> _Required work_
Give the entries below again, word for word, and leave out the images.

───

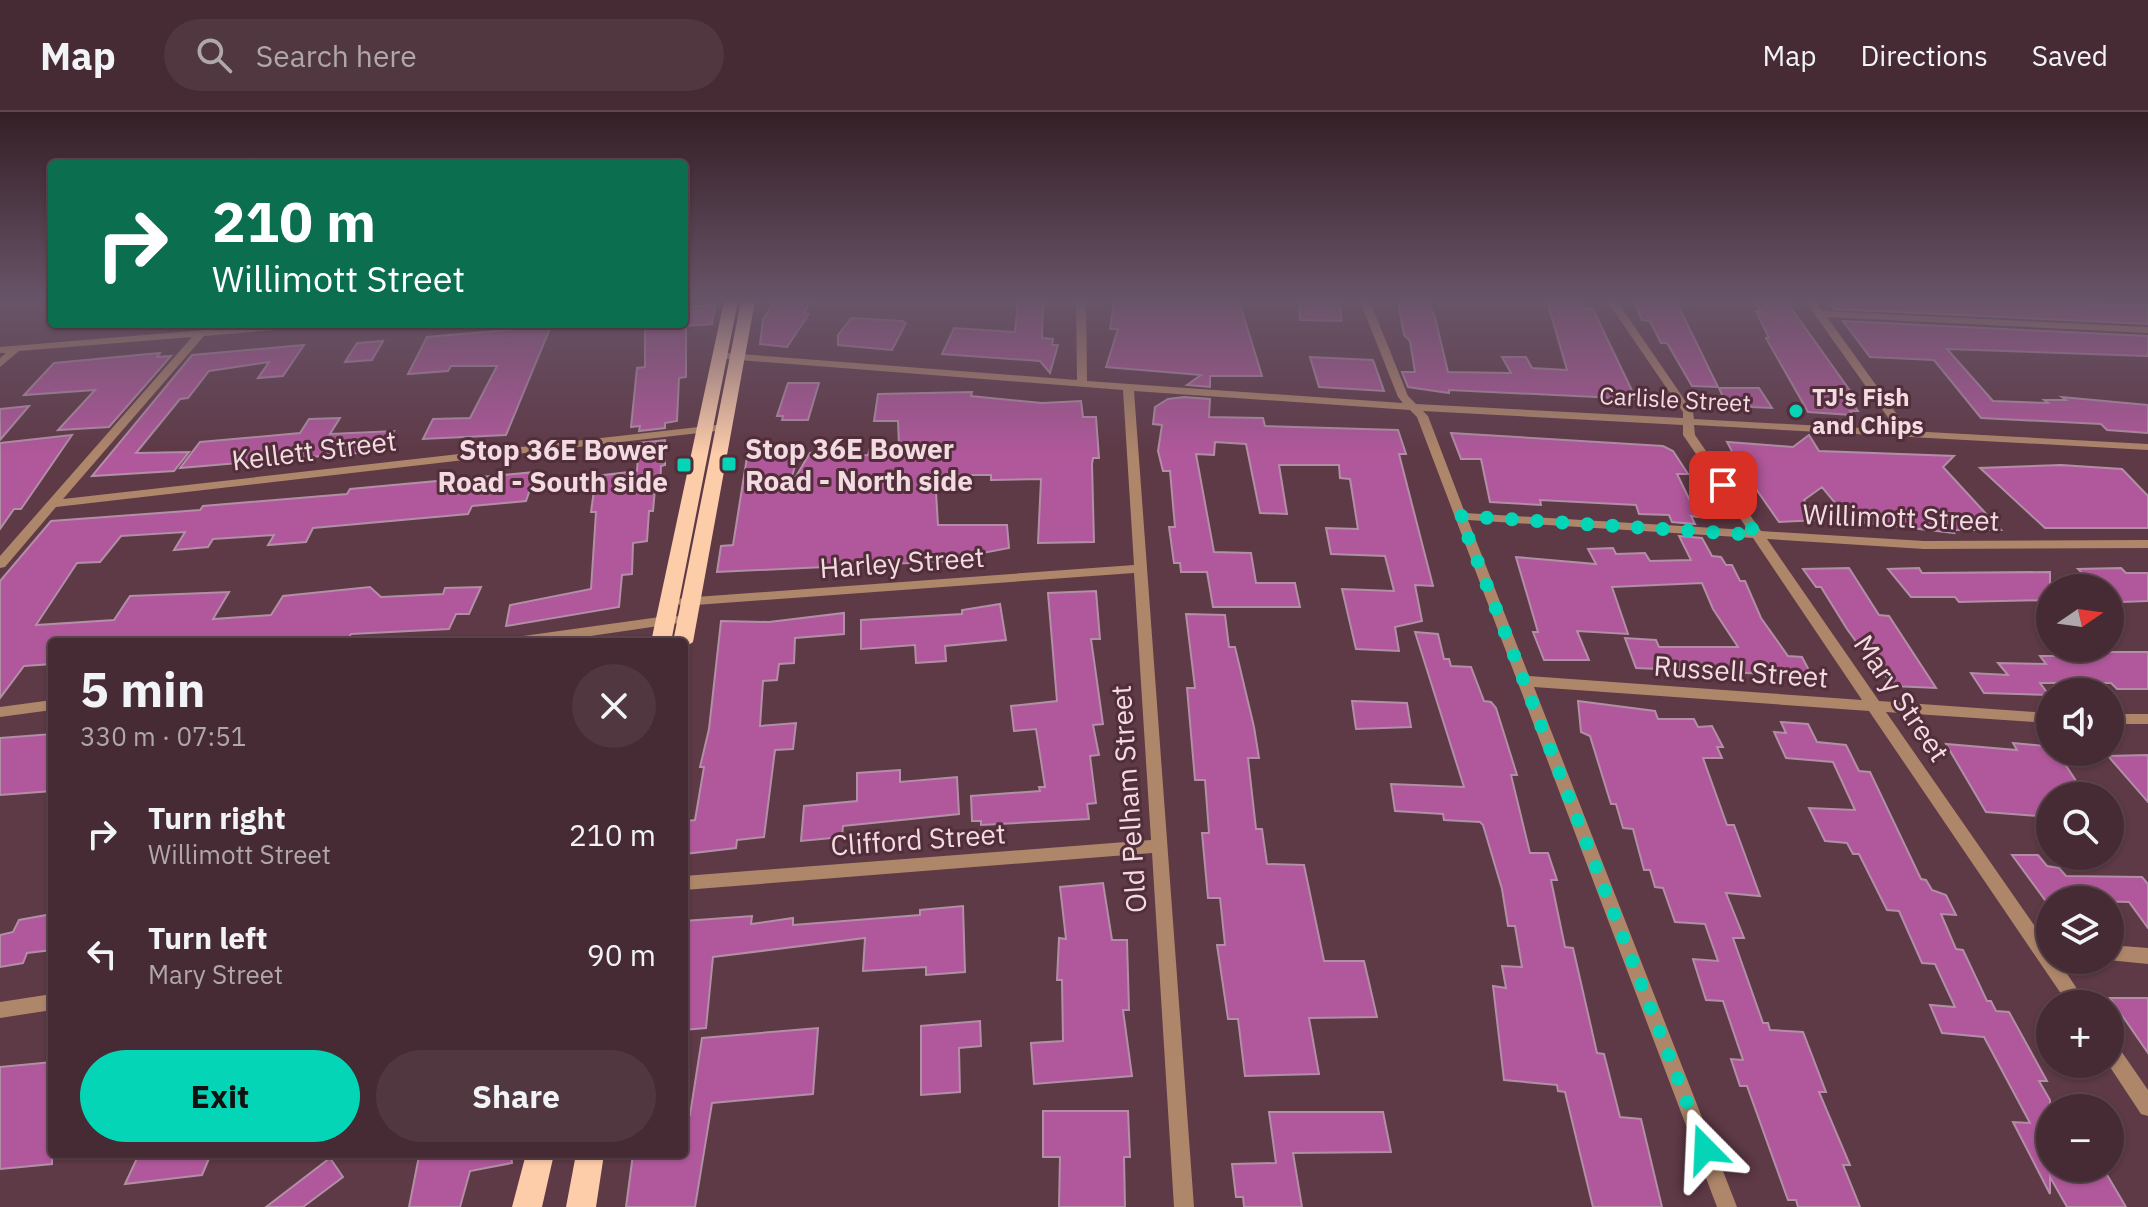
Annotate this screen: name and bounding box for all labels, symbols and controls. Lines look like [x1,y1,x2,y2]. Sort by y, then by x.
search box [164,19,724,91]
text: Map [40,31,116,80]
icon: search [192,33,236,77]
text: Search here [256,36,417,75]
text: Map [1762,37,1816,74]
text: Directions [1860,37,1988,74]
text: Saved [2032,37,2108,74]
text: 210 m [212,185,376,257]
icon: right [80,192,184,296]
text: Willimott Street [212,255,465,302]
street label: Carlisle Street [1598,379,1752,419]
place label: TJ's Fish and Chips [1812,381,1924,441]
marker: TJ's Fish and Chips [1787,402,1805,420]
street label: Kellett Street [230,422,398,478]
place label: Stop 36E Bower Road - North side [745,430,973,499]
place label: Stop 36E Bower Road - South side [437,431,668,500]
pin [1689,451,1757,519]
marker: Stop 36E Bower Road - North side [720,455,738,473]
marker: Stop 36E Bower Road - South side [675,456,693,474]
icon: arrive [1701,463,1745,507]
street label: Willimott Street [1802,495,2000,539]
street label: Harley Street [818,538,986,586]
north arrow [2036,574,2124,662]
map controls [2036,574,2124,1182]
street label: Mary Street [1846,627,1958,769]
street label: Russell Street [1653,646,1829,696]
text: 5 min [80,658,205,720]
button: close [572,664,656,748]
button: sound [2036,678,2124,766]
street label: Old Pelham Street [1102,684,1154,914]
text: 330 m · 07:51 [80,719,246,753]
button: search [2036,782,2124,870]
text: Turn right [148,798,286,837]
icon: right [80,812,124,856]
street label: Clifford Street [829,814,1007,864]
text: 210 m [569,815,656,854]
text: Willimott Street [148,837,331,871]
button: layers [2036,886,2124,974]
text: Turn left [148,918,267,957]
icon: left [80,932,124,976]
text: 90 m [587,935,656,974]
text: Mary Street [148,957,283,991]
button: + [2036,990,2124,1078]
button: Exit [80,1050,360,1142]
button: Share [376,1050,656,1142]
button: − [2036,1094,2124,1182]
position arrow [1663,1107,1747,1191]

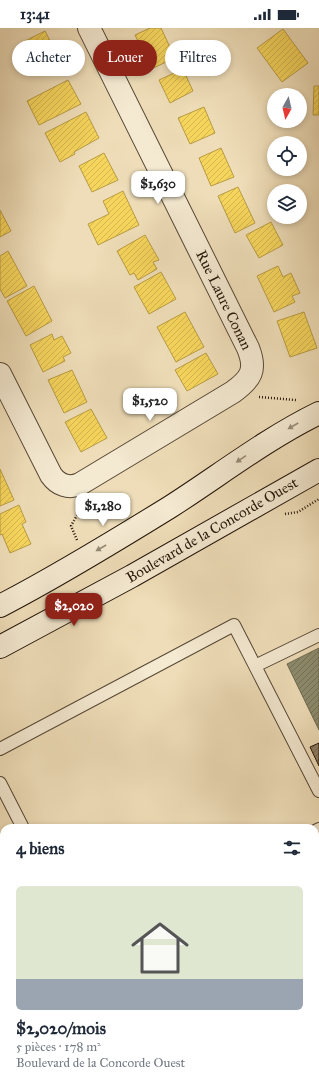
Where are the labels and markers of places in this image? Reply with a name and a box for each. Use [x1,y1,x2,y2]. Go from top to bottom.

───

> _Solution_
Annotate this screen: name and bounding box for all labels, symbols and controls. Lines look like [x1,y1,x2,y2]. Sort by y, then by x.
search box [164,19,724,91]
text: Map [40,31,116,80]
icon: search [192,33,236,77]
text: Search here [256,36,417,75]
text: Map [1762,37,1816,74]
text: Directions [1860,37,1988,74]
text: Saved [2032,37,2108,74]
text: 210 m [212,185,376,257]
icon: right [80,192,184,296]
text: Willimott Street [212,255,465,302]
street label: Carlisle Street [1598,379,1752,419]
place label: TJ's Fish and Chips [1812,381,1924,441]
marker: TJ's Fish and Chips [1787,402,1805,420]
street label: Kellett Street [230,422,398,478]
place label: Stop 36E Bower Road - North side [745,430,973,499]
place label: Stop 36E Bower Road - South side [437,431,668,500]
pin [1689,451,1757,519]
marker: Stop 36E Bower Road - North side [720,455,738,473]
marker: Stop 36E Bower Road - South side [675,456,693,474]
icon: arrive [1701,463,1745,507]
street label: Willimott Street [1802,495,2000,539]
street label: Harley Street [818,538,986,586]
north arrow [2036,574,2124,662]
map controls [2036,574,2124,1182]
street label: Mary Street [1846,627,1958,769]
street label: Russell Street [1653,646,1829,696]
text: 5 min [80,658,205,720]
button: close [572,664,656,748]
button: sound [2036,678,2124,766]
street label: Old Pelham Street [1102,684,1154,914]
text: 330 m · 07:51 [80,719,246,753]
button: search [2036,782,2124,870]
text: Turn right [148,798,286,837]
icon: right [80,812,124,856]
street label: Clifford Street [829,814,1007,864]
text: 210 m [569,815,656,854]
text: Willimott Street [148,837,331,871]
button: layers [2036,886,2124,974]
text: Turn left [148,918,267,957]
icon: left [80,932,124,976]
text: 90 m [587,935,656,974]
text: Mary Street [148,957,283,991]
button: + [2036,990,2124,1078]
button: Exit [80,1050,360,1142]
button: Share [376,1050,656,1142]
button: − [2036,1094,2124,1182]
position arrow [1663,1107,1747,1191]

Where are the labels and markers of places in this image? Reply with a name and a box for each. Use [x1,y1,x2,y2]. Go from top to bottom.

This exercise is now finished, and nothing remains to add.